Top of MATERIAL SHOWN

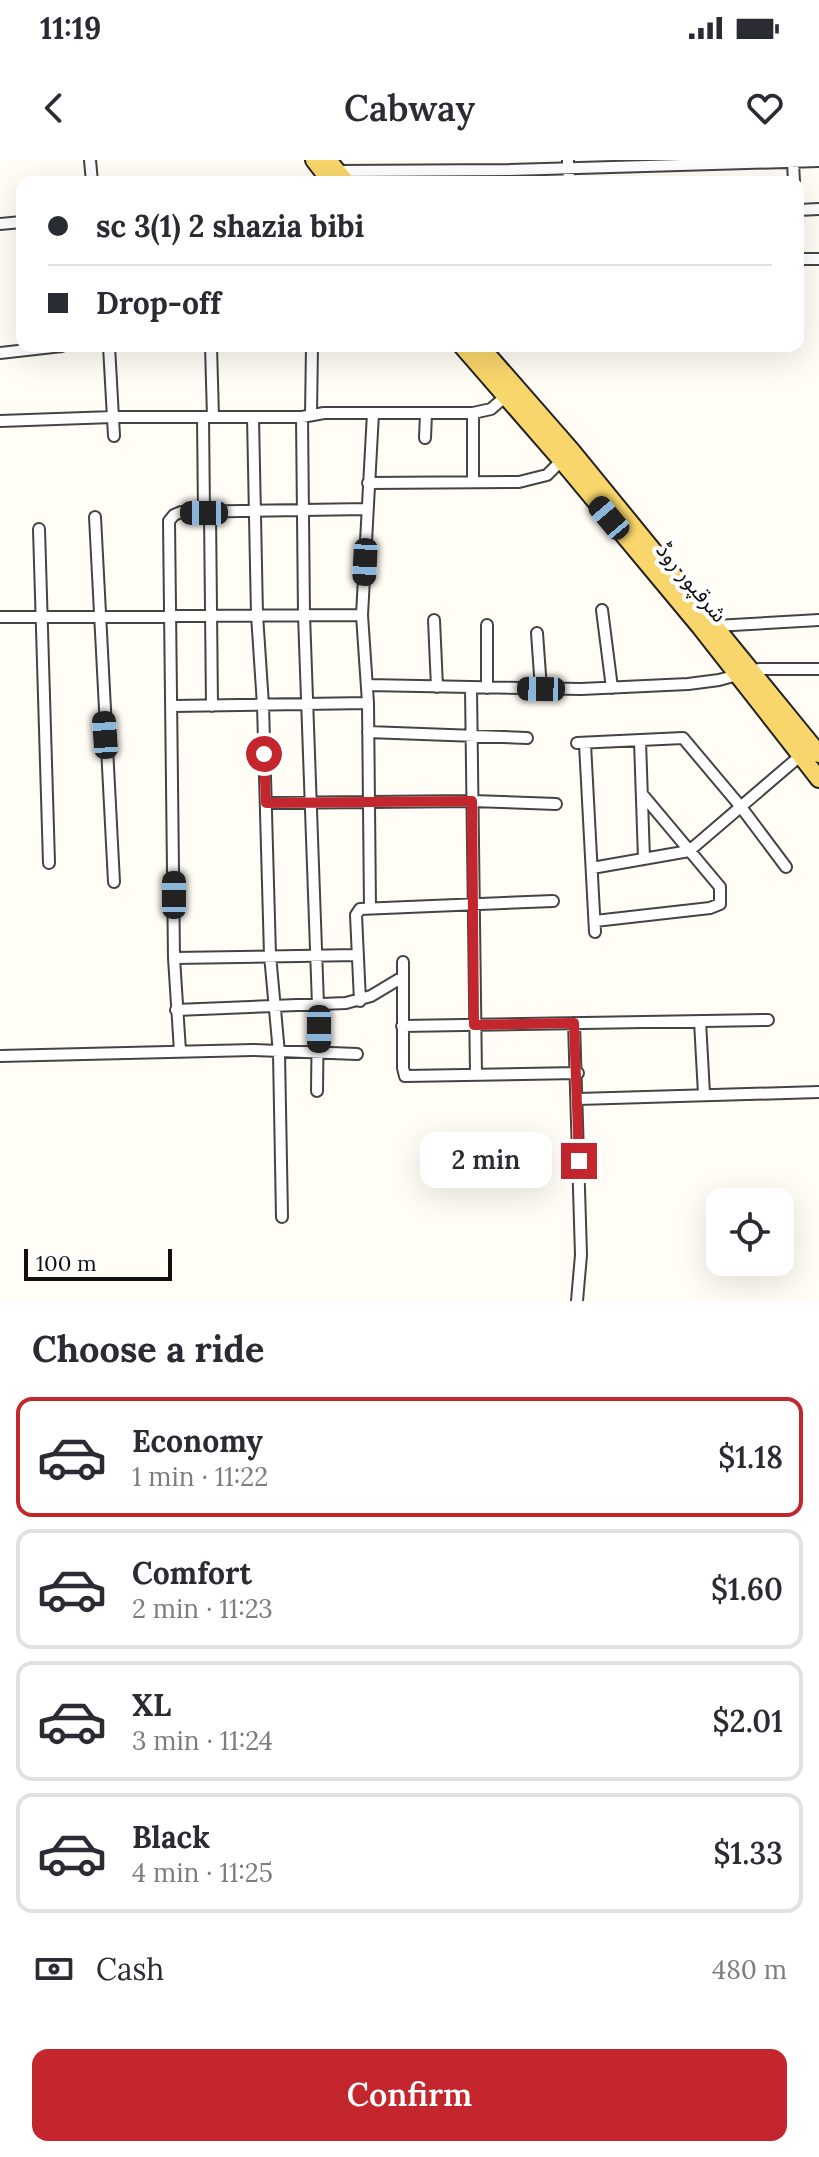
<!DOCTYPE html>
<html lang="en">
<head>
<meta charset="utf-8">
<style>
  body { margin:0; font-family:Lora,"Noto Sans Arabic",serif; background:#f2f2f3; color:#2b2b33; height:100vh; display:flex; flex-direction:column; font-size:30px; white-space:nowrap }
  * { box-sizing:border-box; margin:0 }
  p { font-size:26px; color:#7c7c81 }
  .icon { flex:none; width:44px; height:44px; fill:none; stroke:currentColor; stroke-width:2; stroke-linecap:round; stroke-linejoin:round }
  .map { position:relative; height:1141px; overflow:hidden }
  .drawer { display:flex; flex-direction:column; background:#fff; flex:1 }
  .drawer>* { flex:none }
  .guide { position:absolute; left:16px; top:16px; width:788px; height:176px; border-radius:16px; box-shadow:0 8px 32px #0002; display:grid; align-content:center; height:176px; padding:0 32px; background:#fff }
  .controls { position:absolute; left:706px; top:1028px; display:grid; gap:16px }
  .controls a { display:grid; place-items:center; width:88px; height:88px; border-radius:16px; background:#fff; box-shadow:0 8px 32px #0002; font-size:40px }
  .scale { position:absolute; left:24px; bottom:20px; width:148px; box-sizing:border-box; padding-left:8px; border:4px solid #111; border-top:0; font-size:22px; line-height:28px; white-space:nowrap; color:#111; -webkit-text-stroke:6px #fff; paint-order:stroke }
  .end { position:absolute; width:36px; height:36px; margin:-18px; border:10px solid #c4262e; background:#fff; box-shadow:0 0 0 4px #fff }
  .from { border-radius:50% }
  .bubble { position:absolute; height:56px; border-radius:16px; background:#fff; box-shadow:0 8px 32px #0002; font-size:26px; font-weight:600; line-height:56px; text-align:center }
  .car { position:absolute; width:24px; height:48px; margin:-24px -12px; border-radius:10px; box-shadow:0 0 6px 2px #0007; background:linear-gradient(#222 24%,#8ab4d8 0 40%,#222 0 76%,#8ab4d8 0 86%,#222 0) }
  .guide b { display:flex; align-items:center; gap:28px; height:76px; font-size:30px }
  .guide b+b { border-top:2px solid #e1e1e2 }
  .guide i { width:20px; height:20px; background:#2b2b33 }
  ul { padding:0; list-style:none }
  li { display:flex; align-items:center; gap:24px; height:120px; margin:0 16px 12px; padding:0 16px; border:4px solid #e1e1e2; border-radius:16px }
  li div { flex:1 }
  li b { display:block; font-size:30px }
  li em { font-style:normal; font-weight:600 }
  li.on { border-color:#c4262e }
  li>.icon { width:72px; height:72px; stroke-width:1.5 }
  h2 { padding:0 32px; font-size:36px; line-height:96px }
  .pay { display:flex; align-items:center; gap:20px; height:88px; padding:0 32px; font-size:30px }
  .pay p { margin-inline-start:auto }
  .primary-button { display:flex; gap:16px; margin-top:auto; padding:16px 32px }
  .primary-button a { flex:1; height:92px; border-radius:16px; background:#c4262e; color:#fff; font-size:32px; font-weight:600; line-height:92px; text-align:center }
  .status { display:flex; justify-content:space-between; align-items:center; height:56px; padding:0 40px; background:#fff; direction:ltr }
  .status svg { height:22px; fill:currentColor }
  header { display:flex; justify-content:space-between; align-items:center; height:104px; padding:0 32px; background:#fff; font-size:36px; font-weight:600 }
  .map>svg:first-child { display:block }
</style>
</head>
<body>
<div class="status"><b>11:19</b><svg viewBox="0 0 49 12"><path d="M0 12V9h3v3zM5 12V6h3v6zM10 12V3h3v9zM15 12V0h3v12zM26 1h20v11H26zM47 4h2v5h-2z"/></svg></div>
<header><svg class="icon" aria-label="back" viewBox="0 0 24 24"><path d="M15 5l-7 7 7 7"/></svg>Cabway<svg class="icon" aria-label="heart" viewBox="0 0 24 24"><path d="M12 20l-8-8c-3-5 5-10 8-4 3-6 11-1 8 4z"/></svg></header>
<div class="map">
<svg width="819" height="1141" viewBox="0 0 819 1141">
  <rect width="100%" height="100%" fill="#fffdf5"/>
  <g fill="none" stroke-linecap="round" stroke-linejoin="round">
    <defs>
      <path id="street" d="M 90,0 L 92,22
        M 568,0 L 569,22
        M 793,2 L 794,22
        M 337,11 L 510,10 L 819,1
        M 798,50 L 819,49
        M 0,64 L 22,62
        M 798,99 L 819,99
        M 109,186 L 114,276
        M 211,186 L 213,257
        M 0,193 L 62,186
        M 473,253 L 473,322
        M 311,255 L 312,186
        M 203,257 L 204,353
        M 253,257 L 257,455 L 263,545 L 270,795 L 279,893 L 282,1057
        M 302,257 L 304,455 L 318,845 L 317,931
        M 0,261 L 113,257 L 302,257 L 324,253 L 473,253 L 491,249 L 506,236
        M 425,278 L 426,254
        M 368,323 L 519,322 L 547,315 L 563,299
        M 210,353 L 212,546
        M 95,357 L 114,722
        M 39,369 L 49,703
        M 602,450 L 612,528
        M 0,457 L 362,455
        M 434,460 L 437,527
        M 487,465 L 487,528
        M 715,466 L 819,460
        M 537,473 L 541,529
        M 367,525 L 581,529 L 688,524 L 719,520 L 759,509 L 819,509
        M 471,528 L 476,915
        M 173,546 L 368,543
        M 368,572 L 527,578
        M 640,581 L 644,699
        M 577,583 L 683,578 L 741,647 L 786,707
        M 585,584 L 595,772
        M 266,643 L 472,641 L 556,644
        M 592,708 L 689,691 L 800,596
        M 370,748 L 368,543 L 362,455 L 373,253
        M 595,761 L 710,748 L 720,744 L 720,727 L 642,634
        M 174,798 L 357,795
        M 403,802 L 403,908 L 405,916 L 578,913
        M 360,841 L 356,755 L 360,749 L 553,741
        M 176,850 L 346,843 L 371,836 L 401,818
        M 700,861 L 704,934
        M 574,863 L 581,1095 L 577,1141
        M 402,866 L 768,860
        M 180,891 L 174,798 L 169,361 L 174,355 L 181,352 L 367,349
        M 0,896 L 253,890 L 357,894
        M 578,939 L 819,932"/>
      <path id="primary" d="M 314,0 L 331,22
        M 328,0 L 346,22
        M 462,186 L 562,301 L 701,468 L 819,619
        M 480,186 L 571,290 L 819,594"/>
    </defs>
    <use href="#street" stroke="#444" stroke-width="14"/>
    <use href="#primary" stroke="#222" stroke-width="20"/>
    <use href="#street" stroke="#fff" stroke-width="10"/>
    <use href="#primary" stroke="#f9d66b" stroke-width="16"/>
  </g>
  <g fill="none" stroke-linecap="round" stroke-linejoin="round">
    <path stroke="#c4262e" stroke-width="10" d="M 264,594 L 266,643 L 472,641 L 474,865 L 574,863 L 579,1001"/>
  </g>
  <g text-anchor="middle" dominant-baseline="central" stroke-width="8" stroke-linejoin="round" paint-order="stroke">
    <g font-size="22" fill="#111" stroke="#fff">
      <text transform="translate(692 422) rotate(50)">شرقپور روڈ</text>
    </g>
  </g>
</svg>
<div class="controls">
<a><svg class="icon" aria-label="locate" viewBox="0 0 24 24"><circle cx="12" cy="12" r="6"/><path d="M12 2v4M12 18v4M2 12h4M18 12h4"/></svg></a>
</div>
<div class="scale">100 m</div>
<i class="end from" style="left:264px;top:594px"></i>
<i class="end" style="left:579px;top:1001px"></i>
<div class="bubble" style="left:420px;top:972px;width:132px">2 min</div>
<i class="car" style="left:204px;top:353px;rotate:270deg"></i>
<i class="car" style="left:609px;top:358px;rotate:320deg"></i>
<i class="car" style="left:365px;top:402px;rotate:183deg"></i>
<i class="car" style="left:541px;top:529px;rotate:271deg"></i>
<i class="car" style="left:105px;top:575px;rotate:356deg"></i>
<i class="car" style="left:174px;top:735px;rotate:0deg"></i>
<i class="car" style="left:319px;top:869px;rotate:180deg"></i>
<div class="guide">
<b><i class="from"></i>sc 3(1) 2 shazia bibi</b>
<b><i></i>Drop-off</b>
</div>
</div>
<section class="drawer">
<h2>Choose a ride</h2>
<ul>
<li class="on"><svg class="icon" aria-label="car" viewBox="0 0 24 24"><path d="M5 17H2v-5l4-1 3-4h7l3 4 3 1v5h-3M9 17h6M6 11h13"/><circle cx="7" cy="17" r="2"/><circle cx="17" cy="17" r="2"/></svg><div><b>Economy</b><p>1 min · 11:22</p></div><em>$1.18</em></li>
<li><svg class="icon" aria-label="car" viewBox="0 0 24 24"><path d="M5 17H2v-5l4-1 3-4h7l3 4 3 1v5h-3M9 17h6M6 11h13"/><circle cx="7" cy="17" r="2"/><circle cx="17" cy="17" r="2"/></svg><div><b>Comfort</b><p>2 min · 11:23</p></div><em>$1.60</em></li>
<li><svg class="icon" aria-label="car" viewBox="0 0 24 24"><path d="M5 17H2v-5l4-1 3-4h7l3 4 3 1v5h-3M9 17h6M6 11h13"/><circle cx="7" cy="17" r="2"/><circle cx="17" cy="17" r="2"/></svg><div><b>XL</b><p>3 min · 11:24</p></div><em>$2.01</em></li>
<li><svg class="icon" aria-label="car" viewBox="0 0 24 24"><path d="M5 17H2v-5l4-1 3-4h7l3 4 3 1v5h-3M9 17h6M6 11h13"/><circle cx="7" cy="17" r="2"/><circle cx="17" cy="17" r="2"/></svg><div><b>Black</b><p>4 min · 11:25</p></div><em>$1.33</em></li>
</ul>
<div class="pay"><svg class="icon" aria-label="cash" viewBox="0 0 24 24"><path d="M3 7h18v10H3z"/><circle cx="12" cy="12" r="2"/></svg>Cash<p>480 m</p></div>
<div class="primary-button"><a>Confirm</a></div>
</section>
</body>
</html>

Bottom of MATERIAL SHOWN
Top of MATERIAL SHOWN

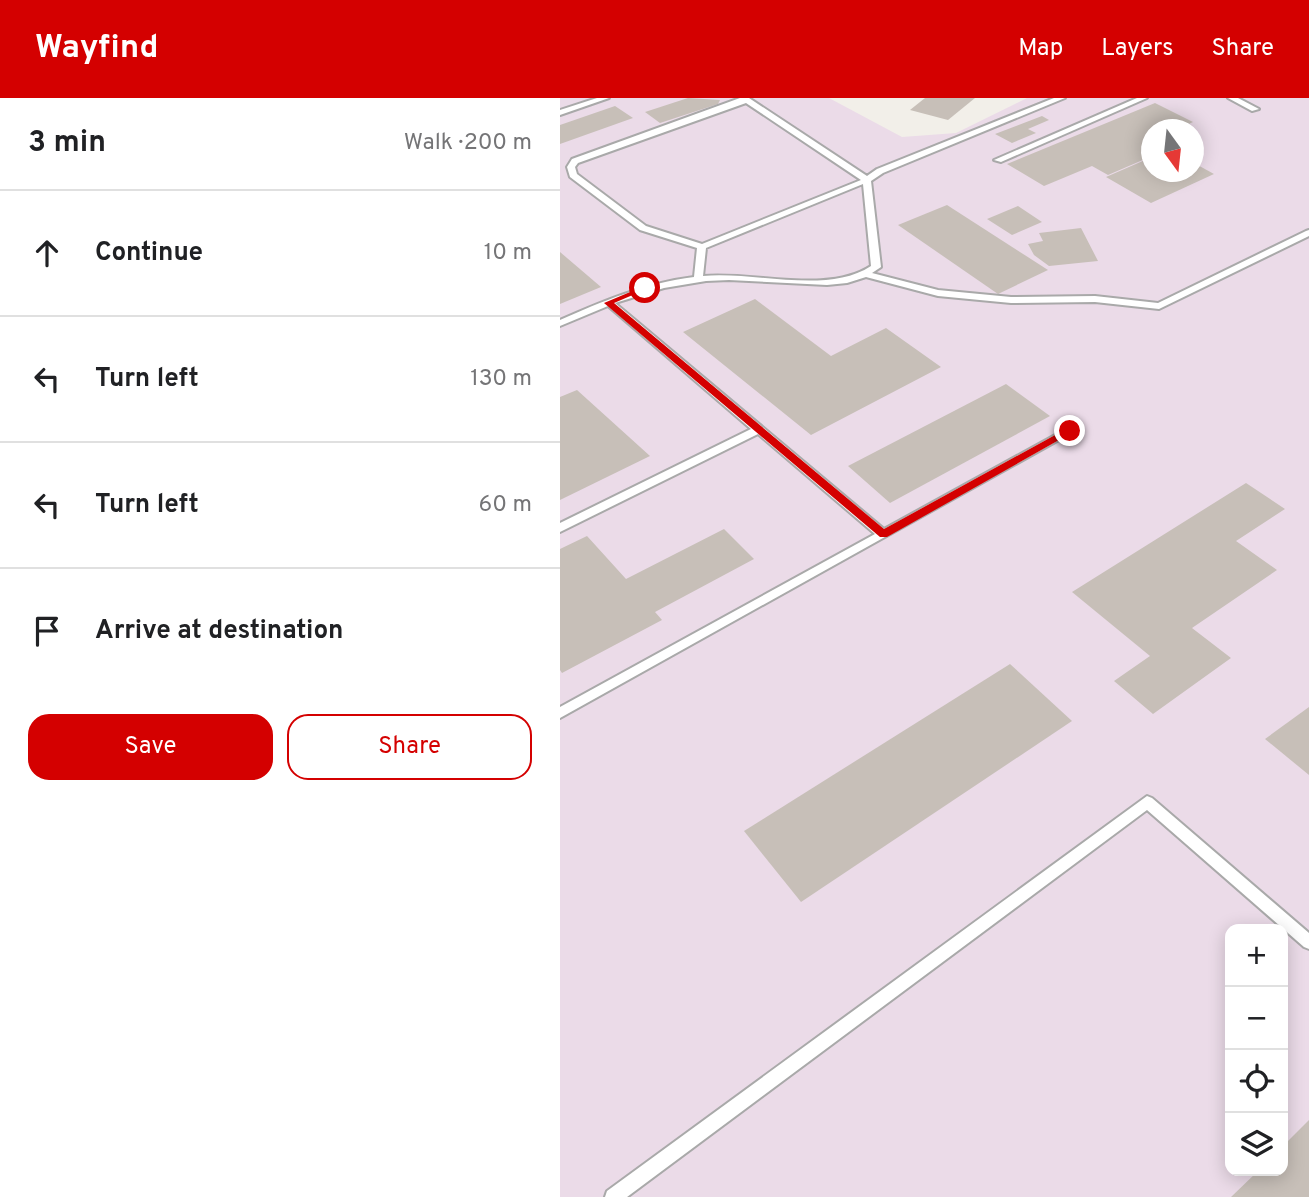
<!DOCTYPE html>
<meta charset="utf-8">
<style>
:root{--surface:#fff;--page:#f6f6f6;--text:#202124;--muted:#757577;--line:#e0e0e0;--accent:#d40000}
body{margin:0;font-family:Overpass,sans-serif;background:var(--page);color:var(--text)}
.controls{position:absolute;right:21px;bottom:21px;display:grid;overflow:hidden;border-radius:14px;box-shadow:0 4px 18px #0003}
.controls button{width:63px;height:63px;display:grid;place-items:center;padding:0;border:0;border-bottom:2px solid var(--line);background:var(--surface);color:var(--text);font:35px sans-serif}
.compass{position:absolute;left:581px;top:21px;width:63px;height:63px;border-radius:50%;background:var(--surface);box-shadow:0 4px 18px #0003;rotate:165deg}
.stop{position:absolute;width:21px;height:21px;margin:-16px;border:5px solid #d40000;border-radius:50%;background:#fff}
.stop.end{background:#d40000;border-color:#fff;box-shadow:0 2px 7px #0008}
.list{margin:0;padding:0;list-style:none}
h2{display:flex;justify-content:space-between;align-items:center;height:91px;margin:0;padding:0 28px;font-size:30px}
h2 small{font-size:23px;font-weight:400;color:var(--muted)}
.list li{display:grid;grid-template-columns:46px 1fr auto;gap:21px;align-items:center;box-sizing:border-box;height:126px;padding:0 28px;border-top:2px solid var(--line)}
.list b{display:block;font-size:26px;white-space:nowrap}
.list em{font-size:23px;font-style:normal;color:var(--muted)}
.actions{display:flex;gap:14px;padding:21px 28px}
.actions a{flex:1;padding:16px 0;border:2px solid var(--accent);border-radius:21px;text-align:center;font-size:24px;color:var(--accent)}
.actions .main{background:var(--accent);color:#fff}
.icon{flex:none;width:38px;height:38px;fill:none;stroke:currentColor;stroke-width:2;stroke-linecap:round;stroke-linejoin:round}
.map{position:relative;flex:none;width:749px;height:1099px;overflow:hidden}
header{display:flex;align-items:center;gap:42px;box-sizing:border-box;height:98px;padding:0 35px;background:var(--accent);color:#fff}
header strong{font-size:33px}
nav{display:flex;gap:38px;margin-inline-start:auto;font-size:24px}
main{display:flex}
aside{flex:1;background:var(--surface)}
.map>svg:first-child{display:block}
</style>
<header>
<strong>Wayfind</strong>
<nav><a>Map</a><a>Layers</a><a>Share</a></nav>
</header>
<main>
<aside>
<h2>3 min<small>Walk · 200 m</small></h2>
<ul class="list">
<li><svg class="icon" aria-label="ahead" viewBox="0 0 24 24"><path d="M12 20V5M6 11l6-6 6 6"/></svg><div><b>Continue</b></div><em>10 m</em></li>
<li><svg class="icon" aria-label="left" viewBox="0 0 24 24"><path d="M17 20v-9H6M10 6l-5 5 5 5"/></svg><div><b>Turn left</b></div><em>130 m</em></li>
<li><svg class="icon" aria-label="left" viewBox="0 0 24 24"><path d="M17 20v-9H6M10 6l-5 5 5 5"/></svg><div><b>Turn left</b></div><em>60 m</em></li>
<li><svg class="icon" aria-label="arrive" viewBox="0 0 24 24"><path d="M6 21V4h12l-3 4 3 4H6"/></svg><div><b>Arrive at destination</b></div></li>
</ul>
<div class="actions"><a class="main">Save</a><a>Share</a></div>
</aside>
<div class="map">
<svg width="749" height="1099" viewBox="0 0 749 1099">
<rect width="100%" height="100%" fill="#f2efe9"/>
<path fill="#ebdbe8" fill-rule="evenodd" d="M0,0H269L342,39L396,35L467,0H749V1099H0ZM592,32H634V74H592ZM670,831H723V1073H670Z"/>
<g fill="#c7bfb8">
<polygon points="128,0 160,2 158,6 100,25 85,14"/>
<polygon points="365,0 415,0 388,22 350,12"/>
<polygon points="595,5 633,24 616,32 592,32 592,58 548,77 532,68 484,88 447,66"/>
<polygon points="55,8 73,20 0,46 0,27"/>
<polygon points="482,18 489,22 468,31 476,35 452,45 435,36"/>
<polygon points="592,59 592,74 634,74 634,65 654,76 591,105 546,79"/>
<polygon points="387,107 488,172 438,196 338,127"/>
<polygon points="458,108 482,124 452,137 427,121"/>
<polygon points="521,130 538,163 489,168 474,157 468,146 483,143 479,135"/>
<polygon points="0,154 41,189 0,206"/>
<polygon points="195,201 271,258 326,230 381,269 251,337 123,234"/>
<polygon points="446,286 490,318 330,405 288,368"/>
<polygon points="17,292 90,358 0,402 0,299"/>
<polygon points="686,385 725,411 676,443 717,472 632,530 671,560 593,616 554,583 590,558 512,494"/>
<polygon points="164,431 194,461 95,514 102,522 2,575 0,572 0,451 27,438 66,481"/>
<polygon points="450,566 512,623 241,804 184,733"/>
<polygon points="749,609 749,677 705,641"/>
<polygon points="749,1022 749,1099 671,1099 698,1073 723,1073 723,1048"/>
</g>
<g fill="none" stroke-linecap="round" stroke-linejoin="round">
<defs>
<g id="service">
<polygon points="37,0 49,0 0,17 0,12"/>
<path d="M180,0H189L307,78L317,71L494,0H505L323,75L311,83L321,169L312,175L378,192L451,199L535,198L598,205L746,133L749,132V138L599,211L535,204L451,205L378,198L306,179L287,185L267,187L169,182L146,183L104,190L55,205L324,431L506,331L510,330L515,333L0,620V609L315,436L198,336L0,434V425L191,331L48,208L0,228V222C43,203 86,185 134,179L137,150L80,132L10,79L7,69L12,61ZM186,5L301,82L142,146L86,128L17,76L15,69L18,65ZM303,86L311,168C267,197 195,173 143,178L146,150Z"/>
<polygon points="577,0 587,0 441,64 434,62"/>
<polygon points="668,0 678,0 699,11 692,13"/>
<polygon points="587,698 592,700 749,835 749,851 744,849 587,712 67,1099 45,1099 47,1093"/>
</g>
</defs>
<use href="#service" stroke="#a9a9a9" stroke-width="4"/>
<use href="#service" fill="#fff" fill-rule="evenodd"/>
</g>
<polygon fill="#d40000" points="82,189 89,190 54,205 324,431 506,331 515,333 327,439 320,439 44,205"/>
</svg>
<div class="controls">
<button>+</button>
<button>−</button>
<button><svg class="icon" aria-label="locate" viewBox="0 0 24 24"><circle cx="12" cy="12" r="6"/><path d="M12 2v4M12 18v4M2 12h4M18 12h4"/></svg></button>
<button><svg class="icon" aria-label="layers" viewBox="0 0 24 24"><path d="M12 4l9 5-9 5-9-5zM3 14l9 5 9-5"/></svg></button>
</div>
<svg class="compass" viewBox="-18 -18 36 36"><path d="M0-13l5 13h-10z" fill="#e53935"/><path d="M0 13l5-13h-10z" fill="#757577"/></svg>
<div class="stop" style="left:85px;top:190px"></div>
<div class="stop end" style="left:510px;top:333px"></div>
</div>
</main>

Bottom of MATERIAL SHOWN

Go through the records above and return every line that holds the string "bubble".

EXERCISE ANSWER ->
  .bubble { position:absolute; height:56px; border-radius:16px; background:#fff; box-shadow:0 8px 32px #0002; font-size:26px; font-weight:600; line-height:56px; text-align:center }
<div class="bubble" style="left:420px;top:972px;width:132px">2 min</div>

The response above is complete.